**TRY IT:** When a line contains the string "task", it counts once; give the total of such lines in the entries below and nothing else.

**DATA PROVIDED:**
BEGIN

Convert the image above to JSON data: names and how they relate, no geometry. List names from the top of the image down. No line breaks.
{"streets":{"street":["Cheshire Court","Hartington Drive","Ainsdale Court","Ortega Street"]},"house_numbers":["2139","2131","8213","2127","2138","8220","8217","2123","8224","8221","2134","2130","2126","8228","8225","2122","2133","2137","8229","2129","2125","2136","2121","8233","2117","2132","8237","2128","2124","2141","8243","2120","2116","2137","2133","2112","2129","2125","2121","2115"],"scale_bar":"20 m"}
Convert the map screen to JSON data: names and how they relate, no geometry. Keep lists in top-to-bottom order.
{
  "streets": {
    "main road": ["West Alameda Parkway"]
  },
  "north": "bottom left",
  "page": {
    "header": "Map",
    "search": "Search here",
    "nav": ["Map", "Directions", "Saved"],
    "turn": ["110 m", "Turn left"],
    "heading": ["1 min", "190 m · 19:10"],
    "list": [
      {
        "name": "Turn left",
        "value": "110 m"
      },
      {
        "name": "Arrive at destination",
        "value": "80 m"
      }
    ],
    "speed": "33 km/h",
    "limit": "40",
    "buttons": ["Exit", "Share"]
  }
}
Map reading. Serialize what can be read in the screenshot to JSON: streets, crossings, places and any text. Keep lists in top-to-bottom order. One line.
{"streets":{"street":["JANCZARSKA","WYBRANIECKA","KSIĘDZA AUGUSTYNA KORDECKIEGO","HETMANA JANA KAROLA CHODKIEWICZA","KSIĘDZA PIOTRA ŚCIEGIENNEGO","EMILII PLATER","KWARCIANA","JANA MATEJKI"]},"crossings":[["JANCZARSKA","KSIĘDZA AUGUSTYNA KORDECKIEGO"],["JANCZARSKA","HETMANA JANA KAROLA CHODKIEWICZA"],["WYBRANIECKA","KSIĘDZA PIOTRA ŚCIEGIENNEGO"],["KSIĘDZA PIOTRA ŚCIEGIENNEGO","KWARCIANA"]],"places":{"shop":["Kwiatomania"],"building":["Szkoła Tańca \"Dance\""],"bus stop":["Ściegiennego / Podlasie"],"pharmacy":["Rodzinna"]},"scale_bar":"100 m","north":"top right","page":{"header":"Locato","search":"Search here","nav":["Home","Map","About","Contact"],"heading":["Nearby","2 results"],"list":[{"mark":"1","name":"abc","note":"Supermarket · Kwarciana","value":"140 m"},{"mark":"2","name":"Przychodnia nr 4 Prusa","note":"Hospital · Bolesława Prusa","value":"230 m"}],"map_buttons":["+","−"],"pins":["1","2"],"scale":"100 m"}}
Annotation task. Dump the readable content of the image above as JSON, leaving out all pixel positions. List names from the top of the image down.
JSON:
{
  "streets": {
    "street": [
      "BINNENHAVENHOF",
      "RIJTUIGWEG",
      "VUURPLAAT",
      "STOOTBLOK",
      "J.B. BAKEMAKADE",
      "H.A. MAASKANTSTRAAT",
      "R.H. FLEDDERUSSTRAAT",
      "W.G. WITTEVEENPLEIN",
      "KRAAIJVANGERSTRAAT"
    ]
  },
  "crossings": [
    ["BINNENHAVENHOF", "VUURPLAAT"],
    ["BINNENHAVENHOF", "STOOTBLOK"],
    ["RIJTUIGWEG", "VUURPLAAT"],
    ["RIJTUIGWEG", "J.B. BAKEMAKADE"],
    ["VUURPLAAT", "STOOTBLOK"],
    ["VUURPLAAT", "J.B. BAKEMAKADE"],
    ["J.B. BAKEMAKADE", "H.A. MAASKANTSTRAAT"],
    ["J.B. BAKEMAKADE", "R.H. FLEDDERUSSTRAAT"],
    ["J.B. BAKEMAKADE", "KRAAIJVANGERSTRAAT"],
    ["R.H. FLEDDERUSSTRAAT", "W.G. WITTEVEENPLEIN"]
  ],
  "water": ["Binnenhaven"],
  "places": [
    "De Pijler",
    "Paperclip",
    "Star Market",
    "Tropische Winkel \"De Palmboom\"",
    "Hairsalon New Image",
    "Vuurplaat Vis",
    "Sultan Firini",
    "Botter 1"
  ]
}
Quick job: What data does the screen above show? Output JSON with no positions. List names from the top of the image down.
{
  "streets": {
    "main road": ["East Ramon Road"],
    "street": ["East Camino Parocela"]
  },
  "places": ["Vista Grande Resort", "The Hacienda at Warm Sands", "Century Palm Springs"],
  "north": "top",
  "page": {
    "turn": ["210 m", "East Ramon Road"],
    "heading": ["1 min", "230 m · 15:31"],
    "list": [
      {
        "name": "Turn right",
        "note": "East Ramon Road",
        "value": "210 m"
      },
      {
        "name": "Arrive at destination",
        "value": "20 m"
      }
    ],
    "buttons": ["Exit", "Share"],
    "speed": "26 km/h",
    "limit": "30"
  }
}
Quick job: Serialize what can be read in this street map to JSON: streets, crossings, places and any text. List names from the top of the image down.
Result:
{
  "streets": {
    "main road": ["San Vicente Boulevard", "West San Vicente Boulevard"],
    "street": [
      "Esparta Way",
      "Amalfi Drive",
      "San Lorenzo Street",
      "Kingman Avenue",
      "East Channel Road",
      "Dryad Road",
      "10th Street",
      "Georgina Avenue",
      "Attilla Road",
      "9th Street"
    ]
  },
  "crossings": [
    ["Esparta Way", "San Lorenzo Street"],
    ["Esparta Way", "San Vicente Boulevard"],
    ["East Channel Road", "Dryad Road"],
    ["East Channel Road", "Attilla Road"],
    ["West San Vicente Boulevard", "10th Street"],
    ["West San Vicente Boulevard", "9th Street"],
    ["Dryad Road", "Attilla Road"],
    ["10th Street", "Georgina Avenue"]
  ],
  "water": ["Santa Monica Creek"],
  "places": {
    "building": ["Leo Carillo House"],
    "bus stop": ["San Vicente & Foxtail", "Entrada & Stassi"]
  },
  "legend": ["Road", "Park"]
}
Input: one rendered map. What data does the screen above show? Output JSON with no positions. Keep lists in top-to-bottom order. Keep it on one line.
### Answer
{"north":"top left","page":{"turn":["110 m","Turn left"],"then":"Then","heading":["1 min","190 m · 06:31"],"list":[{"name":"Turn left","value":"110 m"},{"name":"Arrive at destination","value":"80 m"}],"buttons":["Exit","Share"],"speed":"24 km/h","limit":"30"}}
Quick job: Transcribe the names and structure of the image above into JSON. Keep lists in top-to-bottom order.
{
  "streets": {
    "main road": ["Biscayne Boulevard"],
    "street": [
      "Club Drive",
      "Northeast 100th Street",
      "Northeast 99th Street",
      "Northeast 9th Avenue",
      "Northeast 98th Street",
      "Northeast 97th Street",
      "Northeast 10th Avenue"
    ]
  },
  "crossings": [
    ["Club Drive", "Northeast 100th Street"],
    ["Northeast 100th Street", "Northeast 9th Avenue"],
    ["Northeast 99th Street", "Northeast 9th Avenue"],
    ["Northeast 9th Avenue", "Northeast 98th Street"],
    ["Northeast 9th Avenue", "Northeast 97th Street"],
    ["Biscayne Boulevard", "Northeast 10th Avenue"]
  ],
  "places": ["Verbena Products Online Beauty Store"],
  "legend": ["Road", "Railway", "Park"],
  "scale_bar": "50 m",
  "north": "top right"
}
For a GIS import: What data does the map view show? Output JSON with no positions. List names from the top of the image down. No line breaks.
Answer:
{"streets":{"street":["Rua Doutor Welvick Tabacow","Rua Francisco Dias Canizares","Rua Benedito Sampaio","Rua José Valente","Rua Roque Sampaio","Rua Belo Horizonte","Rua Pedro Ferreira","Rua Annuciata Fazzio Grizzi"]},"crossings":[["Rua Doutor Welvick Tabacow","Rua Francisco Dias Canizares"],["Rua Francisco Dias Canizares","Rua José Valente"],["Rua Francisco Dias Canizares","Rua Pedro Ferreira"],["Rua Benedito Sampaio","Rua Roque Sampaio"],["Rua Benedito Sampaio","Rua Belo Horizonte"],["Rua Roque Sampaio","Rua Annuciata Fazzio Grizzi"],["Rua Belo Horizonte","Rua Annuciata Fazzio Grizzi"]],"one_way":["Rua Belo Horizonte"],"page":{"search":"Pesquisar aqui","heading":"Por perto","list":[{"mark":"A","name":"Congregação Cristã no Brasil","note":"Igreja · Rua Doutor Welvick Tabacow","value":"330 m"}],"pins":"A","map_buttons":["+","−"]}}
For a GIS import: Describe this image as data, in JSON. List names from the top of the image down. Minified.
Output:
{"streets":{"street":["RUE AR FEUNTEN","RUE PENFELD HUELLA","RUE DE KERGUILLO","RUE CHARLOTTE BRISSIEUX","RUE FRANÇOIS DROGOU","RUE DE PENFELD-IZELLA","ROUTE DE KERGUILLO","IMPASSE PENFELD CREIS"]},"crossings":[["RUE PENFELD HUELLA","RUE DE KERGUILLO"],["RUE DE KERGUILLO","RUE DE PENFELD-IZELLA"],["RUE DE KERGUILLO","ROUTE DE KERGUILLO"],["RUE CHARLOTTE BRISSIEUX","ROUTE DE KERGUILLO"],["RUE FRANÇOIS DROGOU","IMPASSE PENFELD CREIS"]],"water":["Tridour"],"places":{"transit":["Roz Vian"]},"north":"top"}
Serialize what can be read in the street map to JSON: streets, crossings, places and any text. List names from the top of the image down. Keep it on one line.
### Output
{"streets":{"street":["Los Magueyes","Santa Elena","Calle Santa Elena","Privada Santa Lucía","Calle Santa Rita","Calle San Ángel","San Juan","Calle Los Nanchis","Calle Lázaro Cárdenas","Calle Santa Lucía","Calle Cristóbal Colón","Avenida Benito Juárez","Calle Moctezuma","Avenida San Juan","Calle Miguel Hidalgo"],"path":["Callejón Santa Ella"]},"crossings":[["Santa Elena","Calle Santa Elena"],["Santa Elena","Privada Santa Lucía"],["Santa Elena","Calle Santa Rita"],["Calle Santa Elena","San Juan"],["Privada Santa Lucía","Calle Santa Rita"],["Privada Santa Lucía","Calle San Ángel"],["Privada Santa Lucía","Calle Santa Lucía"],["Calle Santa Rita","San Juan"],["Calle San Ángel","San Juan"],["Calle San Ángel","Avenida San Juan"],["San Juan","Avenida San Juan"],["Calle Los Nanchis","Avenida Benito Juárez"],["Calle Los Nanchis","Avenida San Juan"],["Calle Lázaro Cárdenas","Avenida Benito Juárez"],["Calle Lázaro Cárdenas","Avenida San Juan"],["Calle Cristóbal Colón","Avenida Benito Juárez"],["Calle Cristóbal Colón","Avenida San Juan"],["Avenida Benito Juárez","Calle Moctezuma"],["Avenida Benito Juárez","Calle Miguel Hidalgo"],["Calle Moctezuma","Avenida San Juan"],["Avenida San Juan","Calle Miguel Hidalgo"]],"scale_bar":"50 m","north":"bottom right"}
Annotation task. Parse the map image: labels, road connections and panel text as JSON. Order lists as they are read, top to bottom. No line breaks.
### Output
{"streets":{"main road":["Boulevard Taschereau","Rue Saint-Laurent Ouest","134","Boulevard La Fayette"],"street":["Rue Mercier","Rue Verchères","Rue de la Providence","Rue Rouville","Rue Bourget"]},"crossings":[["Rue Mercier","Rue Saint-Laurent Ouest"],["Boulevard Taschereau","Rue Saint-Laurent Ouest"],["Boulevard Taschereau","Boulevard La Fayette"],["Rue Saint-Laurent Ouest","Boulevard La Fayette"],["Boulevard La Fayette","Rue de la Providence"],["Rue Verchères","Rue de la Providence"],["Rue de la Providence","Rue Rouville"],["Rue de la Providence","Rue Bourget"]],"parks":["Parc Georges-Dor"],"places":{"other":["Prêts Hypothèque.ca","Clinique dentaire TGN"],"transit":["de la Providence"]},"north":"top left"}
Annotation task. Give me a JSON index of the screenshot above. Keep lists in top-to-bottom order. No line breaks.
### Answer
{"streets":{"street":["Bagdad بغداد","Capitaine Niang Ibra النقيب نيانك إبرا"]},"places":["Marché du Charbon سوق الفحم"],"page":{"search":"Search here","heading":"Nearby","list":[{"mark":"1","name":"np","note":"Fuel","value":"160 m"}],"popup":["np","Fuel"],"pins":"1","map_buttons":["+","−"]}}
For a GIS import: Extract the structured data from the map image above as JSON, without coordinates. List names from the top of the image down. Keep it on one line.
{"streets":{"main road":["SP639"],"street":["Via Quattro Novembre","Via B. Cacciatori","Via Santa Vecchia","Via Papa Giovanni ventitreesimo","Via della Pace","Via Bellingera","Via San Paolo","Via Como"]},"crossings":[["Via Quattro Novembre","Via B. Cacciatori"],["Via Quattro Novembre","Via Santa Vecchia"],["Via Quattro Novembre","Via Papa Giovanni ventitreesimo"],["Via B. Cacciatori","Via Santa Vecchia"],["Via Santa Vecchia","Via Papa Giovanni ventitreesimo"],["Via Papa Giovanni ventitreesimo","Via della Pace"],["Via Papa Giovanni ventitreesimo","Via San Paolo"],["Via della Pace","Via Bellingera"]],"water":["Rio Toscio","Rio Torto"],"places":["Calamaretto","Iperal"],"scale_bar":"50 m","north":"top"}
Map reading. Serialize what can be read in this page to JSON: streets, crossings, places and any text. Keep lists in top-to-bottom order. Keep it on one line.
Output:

END

**EXERCISE RESPONSE:** 3